From the entries, filter out every line that lacks "Октябрьская" and copy the rest.

++++++

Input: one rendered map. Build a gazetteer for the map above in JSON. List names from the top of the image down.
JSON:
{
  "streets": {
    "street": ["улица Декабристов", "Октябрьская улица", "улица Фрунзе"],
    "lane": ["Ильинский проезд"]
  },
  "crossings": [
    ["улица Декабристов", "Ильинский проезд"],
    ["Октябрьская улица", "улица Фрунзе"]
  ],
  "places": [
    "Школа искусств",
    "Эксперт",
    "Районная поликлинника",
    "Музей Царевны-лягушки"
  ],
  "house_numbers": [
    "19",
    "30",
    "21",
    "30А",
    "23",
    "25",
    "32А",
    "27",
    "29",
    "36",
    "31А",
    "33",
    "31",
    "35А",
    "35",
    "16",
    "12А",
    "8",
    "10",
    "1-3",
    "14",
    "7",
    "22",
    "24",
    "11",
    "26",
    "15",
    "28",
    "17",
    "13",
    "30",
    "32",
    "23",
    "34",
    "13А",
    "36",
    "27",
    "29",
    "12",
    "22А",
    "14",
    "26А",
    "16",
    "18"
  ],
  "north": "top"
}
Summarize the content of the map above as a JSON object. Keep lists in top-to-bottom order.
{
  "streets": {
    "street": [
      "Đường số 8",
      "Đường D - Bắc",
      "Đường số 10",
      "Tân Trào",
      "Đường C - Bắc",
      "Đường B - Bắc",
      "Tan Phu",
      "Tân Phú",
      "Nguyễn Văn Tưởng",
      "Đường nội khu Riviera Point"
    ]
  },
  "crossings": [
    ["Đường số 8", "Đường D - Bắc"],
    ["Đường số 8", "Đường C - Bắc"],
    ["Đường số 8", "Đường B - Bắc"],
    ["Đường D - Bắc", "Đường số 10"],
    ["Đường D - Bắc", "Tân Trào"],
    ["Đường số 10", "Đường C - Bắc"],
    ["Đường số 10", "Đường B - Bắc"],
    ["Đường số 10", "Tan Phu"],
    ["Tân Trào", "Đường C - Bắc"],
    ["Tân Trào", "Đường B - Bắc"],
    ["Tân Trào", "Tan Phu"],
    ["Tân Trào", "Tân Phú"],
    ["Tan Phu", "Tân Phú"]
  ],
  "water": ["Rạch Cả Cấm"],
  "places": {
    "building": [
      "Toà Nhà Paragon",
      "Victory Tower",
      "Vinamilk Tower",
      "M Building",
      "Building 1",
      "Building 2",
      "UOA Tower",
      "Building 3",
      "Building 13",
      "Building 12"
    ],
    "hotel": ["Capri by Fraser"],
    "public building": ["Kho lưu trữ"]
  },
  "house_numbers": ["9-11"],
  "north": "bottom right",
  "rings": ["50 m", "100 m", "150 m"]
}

++++++

TASK RESULT:
    "street": ["улица Декабристов", "Октябрьская улица", "улица Фрунзе"],
    ["Октябрьская улица", "улица Фрунзе"]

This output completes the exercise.